Husband and Wife were married and had two children. Wife filed a complaint for divorce, and Husband filed an Answer denying Wife's grounds for divorce. Husband did not respond to any of the discovery requests, but when Wife filed a Motion to Compel, Husband and Wife jointly filed an Agreed Order. After the Agreed Order was entered, Husband's attorney withdrew from representation. Wife then filed a motion to set trial and hold a hearing on her motion to compel. Since Husband never responded to the discovery request, the court dismissed Husband's Answer and granted Wife a Final Judgment of Divorce. The trial court also adopted the Parenting Plan that Wife submitted and ordered Husband to pay child support in the amount of $131.00 a week.
1316747_letter_box.jpg
Six months later, Husband, acting pro se, filed a Tenn. R. Civ. P. 60 motion for relief and to set aside the judgment. Husband explained that he did not live at the address listed on the certificates of service attached to Wife's court filings after his counsel withdrew representation, and was therefore never served with notice of the divorce proceedings. Husband also showed that he was a full-time student, unemployed, that his supposed income that Wife listed in the Child Support Worksheet was incorrect, and therefore he had no way of paying child support. He also objected to the Parenting Plan that Wife submitted.

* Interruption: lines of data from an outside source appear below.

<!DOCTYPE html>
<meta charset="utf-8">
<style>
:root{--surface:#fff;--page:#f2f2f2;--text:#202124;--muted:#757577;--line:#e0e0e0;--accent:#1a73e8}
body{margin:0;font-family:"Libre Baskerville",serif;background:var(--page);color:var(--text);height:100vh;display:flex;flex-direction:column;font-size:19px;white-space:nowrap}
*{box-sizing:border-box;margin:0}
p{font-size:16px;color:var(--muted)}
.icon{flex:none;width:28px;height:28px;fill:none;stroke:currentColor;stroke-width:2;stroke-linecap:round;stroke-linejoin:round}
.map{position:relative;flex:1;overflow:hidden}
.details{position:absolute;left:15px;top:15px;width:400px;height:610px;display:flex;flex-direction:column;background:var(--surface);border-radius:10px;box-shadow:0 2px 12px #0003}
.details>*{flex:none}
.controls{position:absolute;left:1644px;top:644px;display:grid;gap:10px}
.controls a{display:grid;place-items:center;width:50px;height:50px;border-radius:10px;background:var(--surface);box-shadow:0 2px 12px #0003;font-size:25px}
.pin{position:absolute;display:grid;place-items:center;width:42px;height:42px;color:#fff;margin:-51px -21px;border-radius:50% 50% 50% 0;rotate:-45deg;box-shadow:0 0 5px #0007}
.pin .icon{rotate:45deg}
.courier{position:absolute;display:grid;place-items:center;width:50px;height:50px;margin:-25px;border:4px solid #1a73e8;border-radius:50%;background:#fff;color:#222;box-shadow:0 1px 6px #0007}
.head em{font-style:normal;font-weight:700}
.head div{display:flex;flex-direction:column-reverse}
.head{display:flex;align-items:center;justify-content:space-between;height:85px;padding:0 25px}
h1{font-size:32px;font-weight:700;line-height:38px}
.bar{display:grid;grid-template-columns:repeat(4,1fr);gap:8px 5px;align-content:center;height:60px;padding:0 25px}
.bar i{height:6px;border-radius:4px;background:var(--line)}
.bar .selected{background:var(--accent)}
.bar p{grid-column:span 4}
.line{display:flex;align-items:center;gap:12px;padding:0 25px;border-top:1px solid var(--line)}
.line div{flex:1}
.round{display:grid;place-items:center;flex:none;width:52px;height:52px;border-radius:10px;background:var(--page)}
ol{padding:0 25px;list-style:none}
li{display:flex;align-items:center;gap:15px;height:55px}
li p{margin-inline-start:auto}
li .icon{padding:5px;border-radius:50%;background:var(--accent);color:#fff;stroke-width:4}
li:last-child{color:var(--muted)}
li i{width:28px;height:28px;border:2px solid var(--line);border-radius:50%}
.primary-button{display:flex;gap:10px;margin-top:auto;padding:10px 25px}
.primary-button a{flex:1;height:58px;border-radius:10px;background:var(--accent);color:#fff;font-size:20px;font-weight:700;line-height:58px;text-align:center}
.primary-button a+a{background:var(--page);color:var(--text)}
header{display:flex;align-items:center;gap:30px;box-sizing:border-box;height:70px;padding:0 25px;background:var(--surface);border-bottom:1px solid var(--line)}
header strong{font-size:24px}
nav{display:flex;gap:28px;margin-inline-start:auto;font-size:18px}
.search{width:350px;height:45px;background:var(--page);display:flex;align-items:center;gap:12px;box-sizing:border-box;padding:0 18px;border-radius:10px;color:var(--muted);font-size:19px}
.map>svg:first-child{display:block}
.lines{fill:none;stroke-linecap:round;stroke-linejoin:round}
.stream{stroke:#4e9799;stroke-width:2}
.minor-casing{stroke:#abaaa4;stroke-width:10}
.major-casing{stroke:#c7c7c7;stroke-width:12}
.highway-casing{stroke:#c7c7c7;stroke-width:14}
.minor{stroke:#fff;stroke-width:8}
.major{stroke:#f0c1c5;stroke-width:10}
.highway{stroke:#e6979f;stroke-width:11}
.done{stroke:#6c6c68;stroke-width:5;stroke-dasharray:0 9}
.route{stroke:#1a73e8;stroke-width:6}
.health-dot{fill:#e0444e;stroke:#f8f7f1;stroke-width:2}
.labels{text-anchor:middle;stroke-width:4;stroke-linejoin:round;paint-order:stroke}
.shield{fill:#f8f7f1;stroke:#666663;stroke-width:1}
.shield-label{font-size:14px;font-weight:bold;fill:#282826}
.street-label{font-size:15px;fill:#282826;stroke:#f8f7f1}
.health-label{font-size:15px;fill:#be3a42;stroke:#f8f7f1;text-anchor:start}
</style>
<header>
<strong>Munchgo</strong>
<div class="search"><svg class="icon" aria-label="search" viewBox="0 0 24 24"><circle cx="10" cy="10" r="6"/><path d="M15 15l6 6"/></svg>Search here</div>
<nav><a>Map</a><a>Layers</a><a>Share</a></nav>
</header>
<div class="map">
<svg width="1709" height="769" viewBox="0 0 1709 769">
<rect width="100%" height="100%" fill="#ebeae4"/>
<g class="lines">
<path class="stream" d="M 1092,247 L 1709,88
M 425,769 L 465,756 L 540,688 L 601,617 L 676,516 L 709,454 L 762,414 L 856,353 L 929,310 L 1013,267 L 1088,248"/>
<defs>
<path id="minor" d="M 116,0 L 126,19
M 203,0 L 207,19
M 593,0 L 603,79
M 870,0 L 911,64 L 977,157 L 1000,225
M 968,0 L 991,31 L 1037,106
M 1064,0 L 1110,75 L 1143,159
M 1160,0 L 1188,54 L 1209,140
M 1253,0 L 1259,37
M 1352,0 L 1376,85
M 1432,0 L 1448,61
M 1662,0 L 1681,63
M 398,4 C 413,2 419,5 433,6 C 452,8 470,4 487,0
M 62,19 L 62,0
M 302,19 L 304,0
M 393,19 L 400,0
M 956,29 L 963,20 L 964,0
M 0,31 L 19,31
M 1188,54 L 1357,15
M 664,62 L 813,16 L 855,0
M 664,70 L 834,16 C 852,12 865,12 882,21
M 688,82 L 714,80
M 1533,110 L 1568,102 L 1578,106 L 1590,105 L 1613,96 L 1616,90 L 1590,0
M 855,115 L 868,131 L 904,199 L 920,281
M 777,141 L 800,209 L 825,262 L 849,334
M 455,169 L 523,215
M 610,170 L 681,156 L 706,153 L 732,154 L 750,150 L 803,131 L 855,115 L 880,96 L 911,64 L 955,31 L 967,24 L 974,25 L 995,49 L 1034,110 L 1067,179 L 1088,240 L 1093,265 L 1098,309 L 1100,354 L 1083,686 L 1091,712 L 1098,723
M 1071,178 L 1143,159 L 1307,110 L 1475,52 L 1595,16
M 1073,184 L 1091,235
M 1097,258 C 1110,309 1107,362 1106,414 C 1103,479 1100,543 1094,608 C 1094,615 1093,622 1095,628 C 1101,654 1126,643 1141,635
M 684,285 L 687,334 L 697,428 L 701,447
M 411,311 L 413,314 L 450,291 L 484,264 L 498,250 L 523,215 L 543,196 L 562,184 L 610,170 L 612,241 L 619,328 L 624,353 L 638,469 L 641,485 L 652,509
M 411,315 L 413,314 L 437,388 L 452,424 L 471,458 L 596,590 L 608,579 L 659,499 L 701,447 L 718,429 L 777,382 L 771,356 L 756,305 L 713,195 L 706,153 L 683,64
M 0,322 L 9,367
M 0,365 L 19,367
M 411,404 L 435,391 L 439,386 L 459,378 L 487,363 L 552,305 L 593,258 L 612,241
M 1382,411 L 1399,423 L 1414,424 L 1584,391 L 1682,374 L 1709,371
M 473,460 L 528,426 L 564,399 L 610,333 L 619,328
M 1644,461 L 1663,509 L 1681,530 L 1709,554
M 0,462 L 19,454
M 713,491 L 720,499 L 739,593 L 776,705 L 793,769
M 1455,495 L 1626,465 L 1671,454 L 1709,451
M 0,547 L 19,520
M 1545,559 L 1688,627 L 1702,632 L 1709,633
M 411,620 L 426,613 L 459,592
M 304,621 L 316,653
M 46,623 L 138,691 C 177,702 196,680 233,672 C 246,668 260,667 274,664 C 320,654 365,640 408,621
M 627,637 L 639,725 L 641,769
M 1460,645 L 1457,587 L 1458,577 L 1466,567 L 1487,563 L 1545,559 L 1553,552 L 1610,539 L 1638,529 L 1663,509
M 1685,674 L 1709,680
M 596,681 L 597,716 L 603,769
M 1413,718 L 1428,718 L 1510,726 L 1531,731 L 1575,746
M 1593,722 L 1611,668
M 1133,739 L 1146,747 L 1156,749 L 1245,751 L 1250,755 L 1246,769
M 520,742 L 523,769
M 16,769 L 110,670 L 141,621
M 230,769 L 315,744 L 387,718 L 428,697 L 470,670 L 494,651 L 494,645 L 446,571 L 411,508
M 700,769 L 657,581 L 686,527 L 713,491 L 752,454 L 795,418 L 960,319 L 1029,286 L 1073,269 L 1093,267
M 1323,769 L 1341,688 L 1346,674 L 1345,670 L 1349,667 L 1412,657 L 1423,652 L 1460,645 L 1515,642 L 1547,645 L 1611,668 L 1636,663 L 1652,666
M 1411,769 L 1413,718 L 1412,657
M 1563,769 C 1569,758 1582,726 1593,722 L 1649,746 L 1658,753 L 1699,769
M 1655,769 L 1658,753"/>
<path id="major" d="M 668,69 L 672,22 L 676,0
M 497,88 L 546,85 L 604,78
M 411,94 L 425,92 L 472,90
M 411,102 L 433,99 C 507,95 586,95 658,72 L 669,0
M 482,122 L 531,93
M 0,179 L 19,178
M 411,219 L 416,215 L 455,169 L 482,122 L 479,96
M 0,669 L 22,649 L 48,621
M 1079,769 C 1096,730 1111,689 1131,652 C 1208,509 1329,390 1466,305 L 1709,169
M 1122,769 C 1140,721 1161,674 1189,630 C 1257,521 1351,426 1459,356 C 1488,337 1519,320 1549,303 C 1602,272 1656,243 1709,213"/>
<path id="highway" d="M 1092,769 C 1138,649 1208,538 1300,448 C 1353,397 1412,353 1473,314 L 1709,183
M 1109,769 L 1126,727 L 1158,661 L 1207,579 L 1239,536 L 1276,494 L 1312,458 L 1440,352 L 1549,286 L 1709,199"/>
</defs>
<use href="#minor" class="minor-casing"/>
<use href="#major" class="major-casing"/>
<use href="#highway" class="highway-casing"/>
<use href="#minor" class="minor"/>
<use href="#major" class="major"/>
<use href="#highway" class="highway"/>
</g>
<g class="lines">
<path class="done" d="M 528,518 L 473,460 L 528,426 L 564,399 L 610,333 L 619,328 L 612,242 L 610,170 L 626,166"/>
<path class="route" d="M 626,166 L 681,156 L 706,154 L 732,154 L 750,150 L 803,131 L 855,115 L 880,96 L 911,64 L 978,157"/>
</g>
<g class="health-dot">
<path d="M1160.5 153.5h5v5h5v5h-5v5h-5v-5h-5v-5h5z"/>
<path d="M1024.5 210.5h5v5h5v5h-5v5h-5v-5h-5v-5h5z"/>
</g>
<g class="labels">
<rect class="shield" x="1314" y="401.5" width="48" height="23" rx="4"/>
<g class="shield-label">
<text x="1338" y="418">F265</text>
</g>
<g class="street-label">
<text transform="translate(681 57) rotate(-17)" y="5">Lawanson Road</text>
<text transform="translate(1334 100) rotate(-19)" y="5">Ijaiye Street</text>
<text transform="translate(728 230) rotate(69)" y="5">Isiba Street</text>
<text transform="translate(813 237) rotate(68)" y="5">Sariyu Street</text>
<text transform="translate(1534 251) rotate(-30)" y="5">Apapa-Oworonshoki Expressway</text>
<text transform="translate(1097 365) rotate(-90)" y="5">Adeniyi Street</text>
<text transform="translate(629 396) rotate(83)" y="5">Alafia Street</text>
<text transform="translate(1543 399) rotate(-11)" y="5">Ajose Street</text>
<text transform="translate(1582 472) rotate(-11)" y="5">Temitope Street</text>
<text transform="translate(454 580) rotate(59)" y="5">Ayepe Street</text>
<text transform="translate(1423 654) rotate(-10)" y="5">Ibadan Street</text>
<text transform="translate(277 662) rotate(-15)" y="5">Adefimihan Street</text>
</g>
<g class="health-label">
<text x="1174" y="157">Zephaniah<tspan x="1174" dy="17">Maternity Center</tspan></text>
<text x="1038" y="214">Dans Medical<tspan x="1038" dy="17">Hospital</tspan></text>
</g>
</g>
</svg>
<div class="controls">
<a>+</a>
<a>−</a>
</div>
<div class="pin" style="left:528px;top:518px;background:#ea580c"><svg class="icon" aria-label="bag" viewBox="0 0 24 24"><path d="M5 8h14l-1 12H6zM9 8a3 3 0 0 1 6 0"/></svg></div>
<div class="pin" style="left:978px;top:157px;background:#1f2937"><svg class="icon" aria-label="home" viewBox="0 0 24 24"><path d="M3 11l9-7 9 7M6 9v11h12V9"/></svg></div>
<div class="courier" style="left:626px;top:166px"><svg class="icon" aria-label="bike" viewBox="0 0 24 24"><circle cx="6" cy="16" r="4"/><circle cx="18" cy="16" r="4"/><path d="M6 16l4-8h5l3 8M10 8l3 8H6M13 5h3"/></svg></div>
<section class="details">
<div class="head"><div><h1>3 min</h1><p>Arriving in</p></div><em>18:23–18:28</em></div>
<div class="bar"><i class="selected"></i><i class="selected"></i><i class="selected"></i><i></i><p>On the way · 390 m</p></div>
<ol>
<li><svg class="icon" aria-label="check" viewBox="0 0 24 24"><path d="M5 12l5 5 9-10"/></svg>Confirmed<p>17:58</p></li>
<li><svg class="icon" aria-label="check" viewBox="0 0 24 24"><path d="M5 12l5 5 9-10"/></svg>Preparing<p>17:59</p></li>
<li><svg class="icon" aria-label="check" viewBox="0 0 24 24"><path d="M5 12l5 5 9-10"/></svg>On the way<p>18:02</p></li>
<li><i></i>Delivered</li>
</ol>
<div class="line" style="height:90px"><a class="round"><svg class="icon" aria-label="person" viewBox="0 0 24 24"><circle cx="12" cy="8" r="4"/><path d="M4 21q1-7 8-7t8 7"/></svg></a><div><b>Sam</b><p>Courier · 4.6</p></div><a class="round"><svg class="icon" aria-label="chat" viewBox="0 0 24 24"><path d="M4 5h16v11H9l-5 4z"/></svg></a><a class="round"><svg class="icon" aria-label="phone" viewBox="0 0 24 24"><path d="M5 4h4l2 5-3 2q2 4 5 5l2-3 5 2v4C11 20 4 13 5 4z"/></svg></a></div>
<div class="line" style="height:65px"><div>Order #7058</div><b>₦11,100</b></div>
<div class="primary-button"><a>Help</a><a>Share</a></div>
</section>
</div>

The trial court denied his motion and Husband appealed.

When filing a Tenn. R. Civ. P. 60 motion, the burden is on the movant to set forth facts explaining why the final judgment should be set aside. Also, the motion should be granted if there is reasonable doubt as to the justness of dismissing the case before it can be heard on the merits. To determine this a court considers (1) whether the default was willful; (2) whether the defendant has a meritorious defense; and (3) whether the non-defaulting party would be prejudiced if relief were granted.

Regarding Husband, the appellate court found that since he never received notice to the motions due to them being sent to the wrong address, his failure to defend against Wife's complaint was not willful. The appellate court also found that Husband had a meritorious defense since he was a full-time student who was not working. This information would have been important for the trial court to consider regarding child support. Husband also should not have been denied the opportunity to present his arguments regarding the parenting plan. Lastly, Wife did not demonstrate that she would be prejudiced if Husband's Rule 60 motion was granted. Having Wife prove her case against Husband in a trial where both sides are provided the opportunity to present evidence in their favor did not constitute prejudice.

Most importantly, Husband was denied due process of law when he did not receive notice of actions in the divorce proceedings. For the above reasons, the appellate court held that the trial court erred when it denied Husband's Rule 60 motion regarding the parenting plan and the child support.